Op-ed: CNN’s poll proves that the anti-Semitic campaign is alive and well, especially when we consider Airbnb’s decision to remove Jewish settlement listings from its services; there is no doubt the decision is anti-Semitic, since other disputed territories don’t receive the same treatment.

CNN’s anti-Semitism survey was published following Airbnb’s decision to remove Jewish settlement listings in the West Bank. The immediate response was anti-Semitism. Left-wing organizations around the globe, especially the radical left, rejoiced over Airbnb’s decision, which they see as a personal victory.

It is true that the impact on Israel’s economy is negligible, but this is a symbolic victory: when a famous singer cancels a concert in Israel, the impact on the Israeli economy is negligible, but the propaganda victory is certainly significant.

The BDS movement is an anti-Semitic movement for all intents and purposes, not because it promotes boycotts or sanctions against Israel. It is anti-Semitic because its leaders reject Israel’s very right to exist, as well as the Jewish people’s right to self-determination

Airbnb (Photo: Shutterstock)
Airbnb (Photo: Shutterstock)


The BDS movement is anti-Semitic because it uses the anti-Semitic methods of the past—the demonization of Israel. The BDS movement is anti-Semitic, even if they have Jewish members, since history shows us that anti-Jewish organizations always used Jewish members to advance their agendas.

Many of the positions highlighted by CNN’s anti-Semitism survey are the result of worldwide anti-Israel propaganda, which presents IDF soldiers as criminals.

However, it should be noted that not every boycott on settlement-made products is anti-Semitic, just as opposing the Jewish settlement enterprise doesn’t make one an anti-Semite.
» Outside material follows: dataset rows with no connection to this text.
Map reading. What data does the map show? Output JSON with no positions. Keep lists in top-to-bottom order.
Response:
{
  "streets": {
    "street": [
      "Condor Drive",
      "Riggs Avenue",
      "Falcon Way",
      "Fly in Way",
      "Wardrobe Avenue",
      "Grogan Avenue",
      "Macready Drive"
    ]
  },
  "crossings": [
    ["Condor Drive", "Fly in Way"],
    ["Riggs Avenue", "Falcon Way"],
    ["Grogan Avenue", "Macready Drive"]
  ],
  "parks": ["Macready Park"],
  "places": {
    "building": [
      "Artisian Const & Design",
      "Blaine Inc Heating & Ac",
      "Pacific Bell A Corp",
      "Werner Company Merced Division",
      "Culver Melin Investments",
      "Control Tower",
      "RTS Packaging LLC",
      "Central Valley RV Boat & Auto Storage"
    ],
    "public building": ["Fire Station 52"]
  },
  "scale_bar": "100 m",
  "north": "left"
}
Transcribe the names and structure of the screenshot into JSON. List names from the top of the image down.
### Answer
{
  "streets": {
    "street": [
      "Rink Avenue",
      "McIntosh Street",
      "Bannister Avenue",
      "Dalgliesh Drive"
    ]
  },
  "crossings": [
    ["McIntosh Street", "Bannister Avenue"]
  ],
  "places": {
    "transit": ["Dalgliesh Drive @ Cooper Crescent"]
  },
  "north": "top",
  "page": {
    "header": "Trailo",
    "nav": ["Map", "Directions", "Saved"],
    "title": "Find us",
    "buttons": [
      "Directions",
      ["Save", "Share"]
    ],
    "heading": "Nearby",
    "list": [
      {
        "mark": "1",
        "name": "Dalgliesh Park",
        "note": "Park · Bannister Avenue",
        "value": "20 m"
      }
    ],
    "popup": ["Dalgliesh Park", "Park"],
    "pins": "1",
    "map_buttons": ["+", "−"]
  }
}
I, too, oppose the expansion of Jewish settlements, at least outside the major settlement blocs in the West Bank. As far as I know, I am not anti-Semitic. On the contrary, I am a clear and active supporter of Israel’s right to exist as a Jewish and democratic state.

BDS march in Paris (Photo: AP)
BDS march in Paris (Photo: AP)


So the question remains. Is Airbnb’s move anti-Semitic? To answer this question, we must turn to the definition of anti-Semitism, which has been adopted by many countries and organizations around the world, including the US State Department, the British Labour Party (after a heated debate, and despite the opposition of Labour leader Jeremy Corbyn), and by a European Parliament committee.
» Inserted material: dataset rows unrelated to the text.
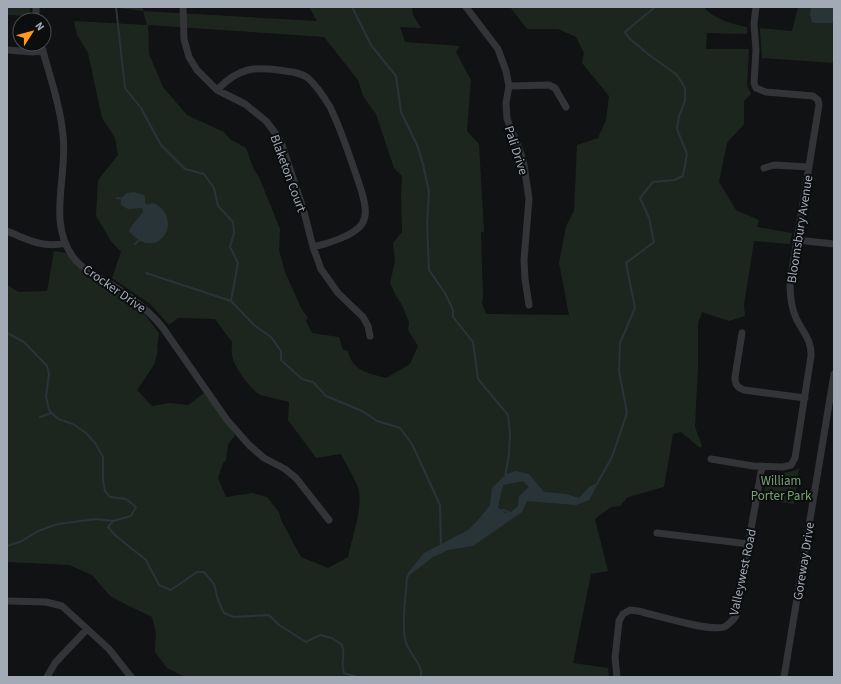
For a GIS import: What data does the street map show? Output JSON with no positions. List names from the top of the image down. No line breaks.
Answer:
{"streets":{"street":["Pali Drive","Blaketon Court","Bloomsbury Avenue","Crocker Drive","Goreway Drive","Valleywest Road"]},"crossings":[["Bloomsbury Avenue","Valleywest Road"]],"parks":["William Porter Park"],"north":"top right"}
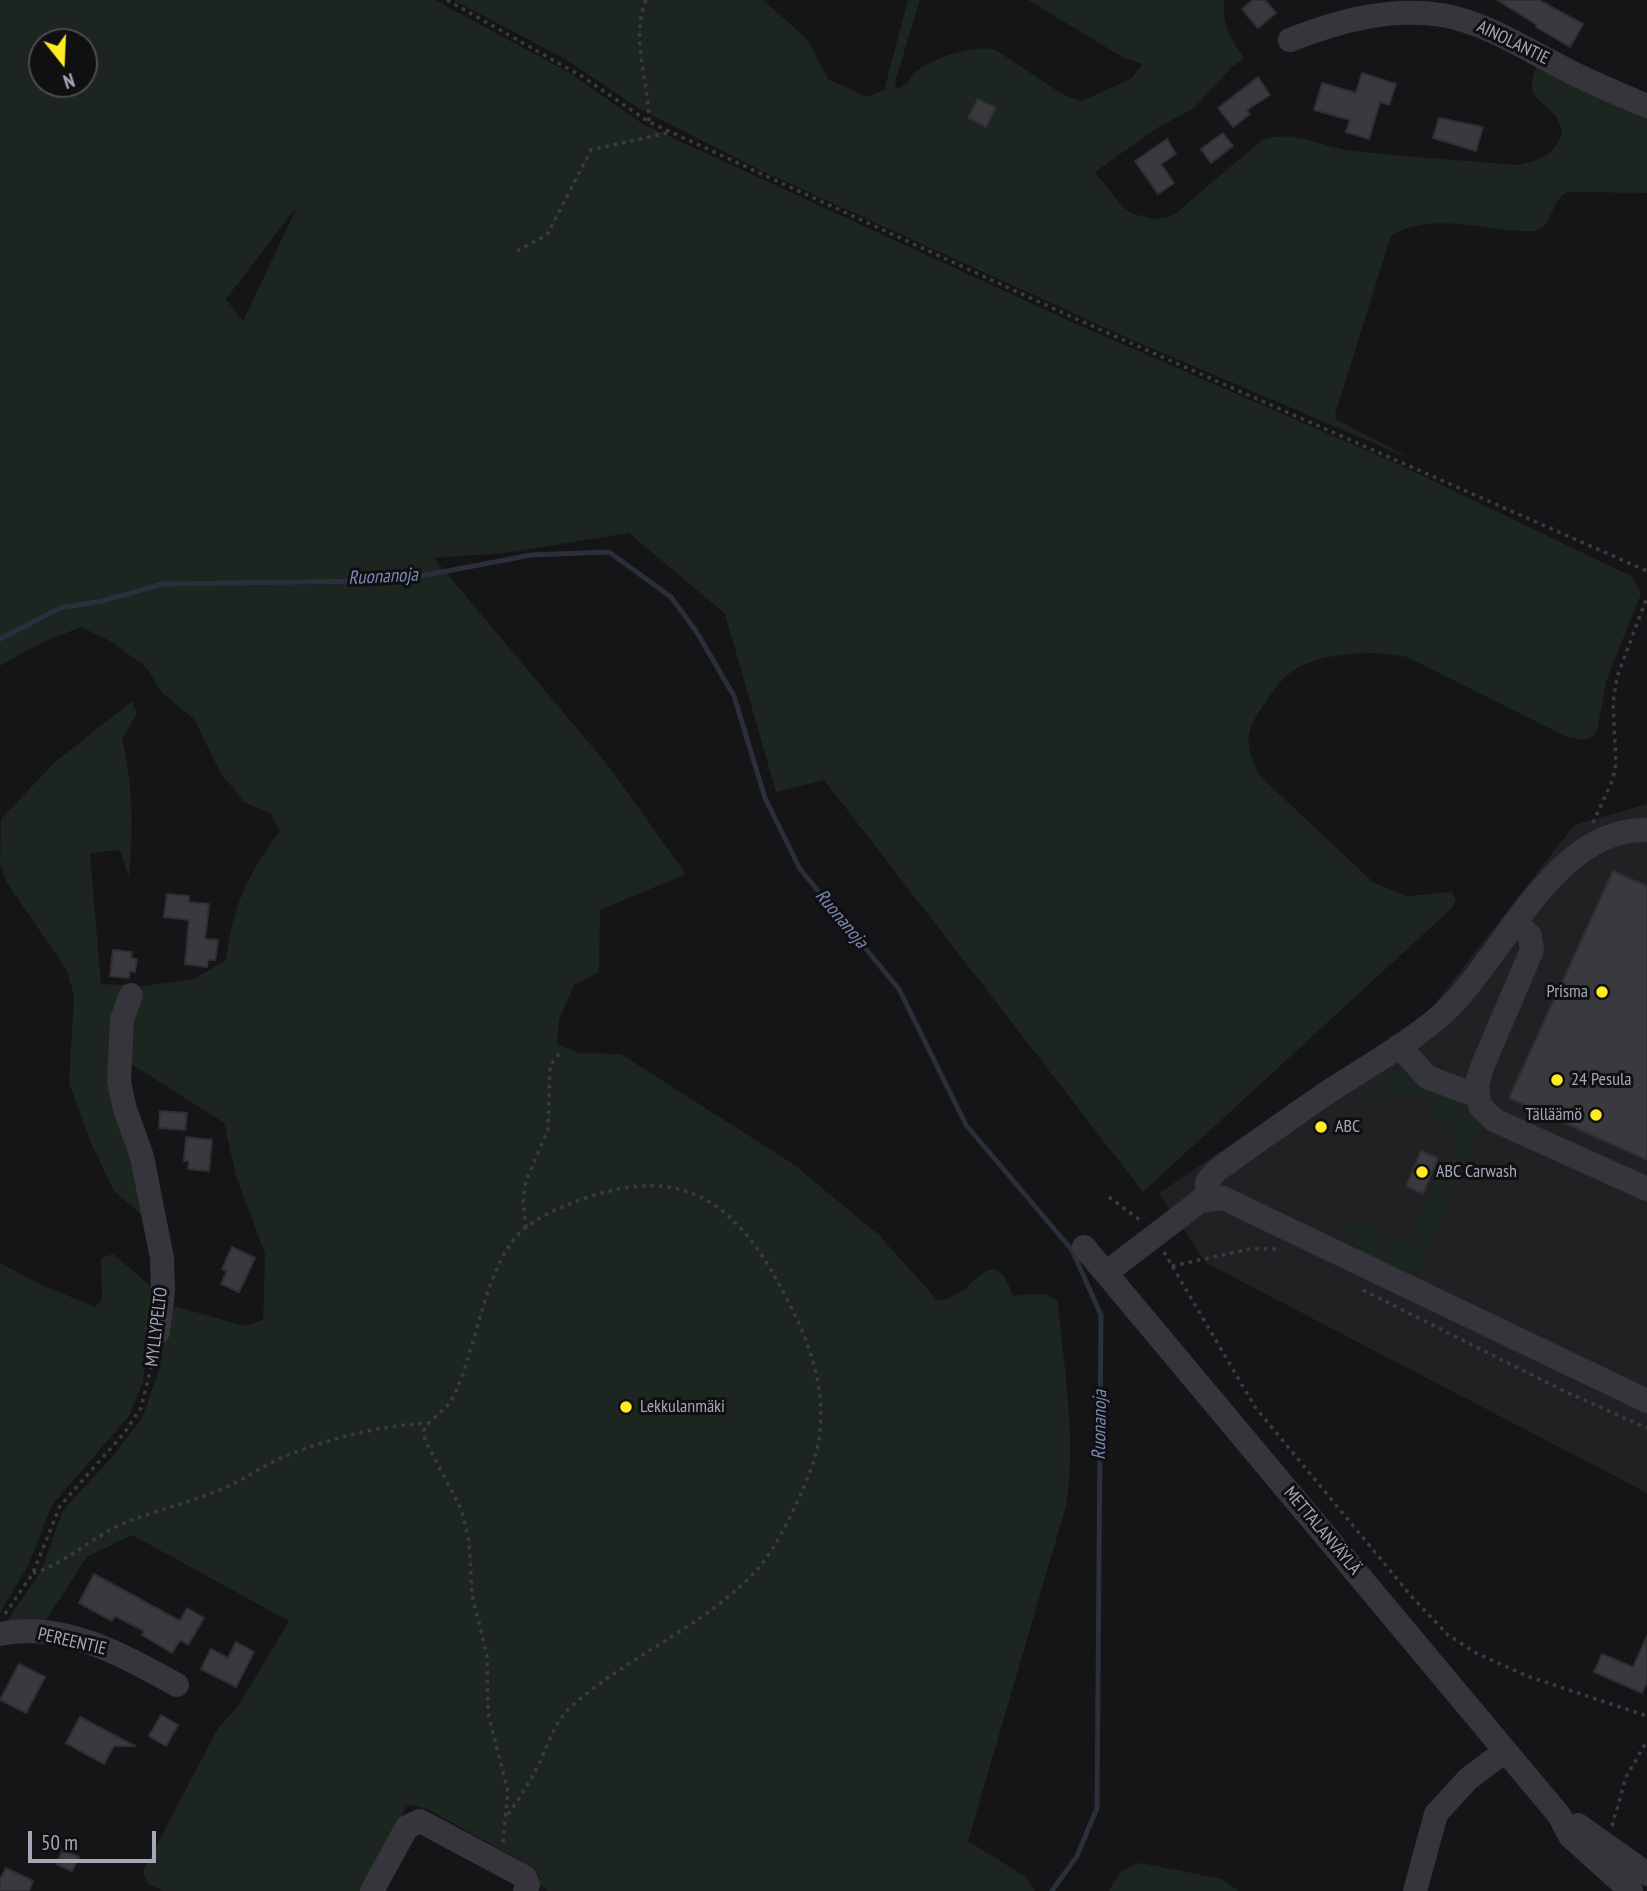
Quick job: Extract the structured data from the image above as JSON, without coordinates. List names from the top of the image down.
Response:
{
  "streets": {
    "street": [
      "AINOLANTIE",
      "MYLLYPELTO",
      "METTALANVÄYLÄ",
      "PEREENTIE"
    ]
  },
  "water": ["Ruonanoja"],
  "places": [
    "Prisma",
    "24 Pesula",
    "Tälläämö",
    "ABC",
    "ABC Carwash",
    "Lekkulanmäki"
  ],
  "scale_bar": "50 m",
  "north": "bottom"
}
An action is defined as anti-Semitic when Israel receives a different treatment than other countries.

In this case, Airbnb did not remove Tibet from its services, despite the fact it is an occupied territory. Nor did it remove listings from the Turkish Republic of Northern Cyprus, despite the fact it is an occupied territory unrecognized by the United Nations; or the Republic of Abkhazia, which was forcibly removed from Georgia by Russia; or Crimea, which is also occupied by Russia; or Nagorno-Karabakh, which is occupied by Armenia.

Of all the territories under dispute, only one area was removed by Airbnb thanks to the work of “human rights organizations” such as the Human Rights Watch and Jewish Voice for Peace. These organizations have turned the word “human rights” into a poisonous, false and manipulative propaganda tool, mainly directed towards one state—the Jewish State.

So, when we return to CNN’s anti-Semitic survey, whose findings were published Tuesday, it can be assumed that a large part of the positions it highlights are the result of anti-Israeli propaganda.

West Bank settlements (Photo: Reuters)
West Bank settlements (Photo: Reuters)


There are close to zero public campaigns against other countries that control—whether justly or not—territories under dispute. Nevertheless, when it comes to our little country, worldwide propaganda against Israel is spreading fast.

It is worth noting that most campaigns that deal with the Israeli-Palestinian conflict do not promote peace and reconciliation. These are campaigns that portray IDF soldiers as criminals, and usually negate Israel’s right to exist.

Therefore, even if the CEOs of Airbnb are not anti-Semites, they made an anti-Semitic decision.

The CNN poll proves that the campaign is alive and well. And those who celebrate Airbnb’s decision, both in Israel and abroad, are not useful idiots. They are the beating heart of the anti-Semitic campaign.